The output should match the data below line for line.
======== RECORDS ========
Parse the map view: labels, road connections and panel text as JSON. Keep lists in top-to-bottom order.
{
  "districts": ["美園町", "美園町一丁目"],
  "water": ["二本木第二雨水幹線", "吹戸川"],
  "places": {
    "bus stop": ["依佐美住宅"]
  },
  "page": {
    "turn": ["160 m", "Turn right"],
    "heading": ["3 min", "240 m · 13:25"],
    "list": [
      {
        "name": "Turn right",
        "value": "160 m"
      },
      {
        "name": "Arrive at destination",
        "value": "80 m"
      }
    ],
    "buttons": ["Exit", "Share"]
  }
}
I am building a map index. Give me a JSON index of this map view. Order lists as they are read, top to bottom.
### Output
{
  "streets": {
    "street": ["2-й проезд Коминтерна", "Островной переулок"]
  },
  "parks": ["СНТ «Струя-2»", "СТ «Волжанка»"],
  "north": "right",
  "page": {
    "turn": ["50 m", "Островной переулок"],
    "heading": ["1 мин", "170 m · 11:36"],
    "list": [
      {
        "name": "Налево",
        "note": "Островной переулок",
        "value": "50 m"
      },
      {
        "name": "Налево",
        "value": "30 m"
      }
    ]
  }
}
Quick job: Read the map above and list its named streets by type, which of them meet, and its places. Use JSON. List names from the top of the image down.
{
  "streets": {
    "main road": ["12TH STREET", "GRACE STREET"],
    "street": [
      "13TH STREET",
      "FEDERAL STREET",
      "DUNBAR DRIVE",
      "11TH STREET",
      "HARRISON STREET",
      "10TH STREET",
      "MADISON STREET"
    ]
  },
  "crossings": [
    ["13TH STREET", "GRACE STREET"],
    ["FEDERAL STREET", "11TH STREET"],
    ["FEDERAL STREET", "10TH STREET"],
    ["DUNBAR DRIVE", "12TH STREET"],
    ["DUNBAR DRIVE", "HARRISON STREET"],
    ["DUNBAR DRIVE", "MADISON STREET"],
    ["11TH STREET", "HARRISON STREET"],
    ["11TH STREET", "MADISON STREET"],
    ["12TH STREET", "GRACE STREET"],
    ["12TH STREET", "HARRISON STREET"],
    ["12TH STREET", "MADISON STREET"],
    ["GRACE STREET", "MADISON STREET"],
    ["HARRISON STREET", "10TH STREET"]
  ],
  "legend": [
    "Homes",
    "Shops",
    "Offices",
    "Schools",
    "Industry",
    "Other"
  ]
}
========
- [RESULT]
Parse the map view: labels, road connections and panel text as JSON. Keep lists in top-to-bottom order.
{
  "districts": ["美園町", "美園町一丁目"],
  "water": ["二本木第二雨水幹線", "吹戸川"],
  "places": {
    "bus stop": ["依佐美住宅"]
  },
  "page": {
    "turn": ["160 m", "Turn right"],
    "heading": ["3 min", "240 m · 13:25"],
    "list": [
      {
        "name": "Turn right",
        "value": "160 m"
      },
      {
        "name": "Arrive at destination",
        "value": "80 m"
      }
    ],
    "buttons": ["Exit", "Share"]
  }
}
I am building a map index. Give me a JSON index of this map view. Order lists as they are read, top to bottom.
### Output
{
  "streets": {
    "street": ["2-й проезд Коминтерна", "Островной переулок"]
  },
  "parks": ["СНТ «Струя-2»", "СТ «Волжанка»"],
  "north": "right",
  "page": {
    "turn": ["50 m", "Островной переулок"],
    "heading": ["1 мин", "170 m · 11:36"],
    "list": [
      {
        "name": "Налево",
        "note": "Островной переулок",
        "value": "50 m"
      },
      {
        "name": "Налево",
        "value": "30 m"
      }
    ]
  }
}
Quick job: Read the map above and list its named streets by type, which of them meet, and its places. Use JSON. List names from the top of the image down.
{
  "streets": {
    "main road": ["12TH STREET", "GRACE STREET"],
    "street": [
      "13TH STREET",
      "FEDERAL STREET",
      "DUNBAR DRIVE",
      "11TH STREET",
      "HARRISON STREET",
      "10TH STREET",
      "MADISON STREET"
    ]
  },
  "crossings": [
    ["13TH STREET", "GRACE STREET"],
    ["FEDERAL STREET", "11TH STREET"],
    ["FEDERAL STREET", "10TH STREET"],
    ["DUNBAR DRIVE", "12TH STREET"],
    ["DUNBAR DRIVE", "HARRISON STREET"],
    ["DUNBAR DRIVE", "MADISON STREET"],
    ["11TH STREET", "HARRISON STREET"],
    ["11TH STREET", "MADISON STREET"],
    ["12TH STREET", "GRACE STREET"],
    ["12TH STREET", "HARRISON STREET"],
    ["12TH STREET", "MADISON STREET"],
    ["GRACE STREET", "MADISON STREET"],
    ["HARRISON STREET", "10TH STREET"]
  ],
  "legend": [
    "Homes",
    "Shops",
    "Offices",
    "Schools",
    "Industry",
    "Other"
  ]
}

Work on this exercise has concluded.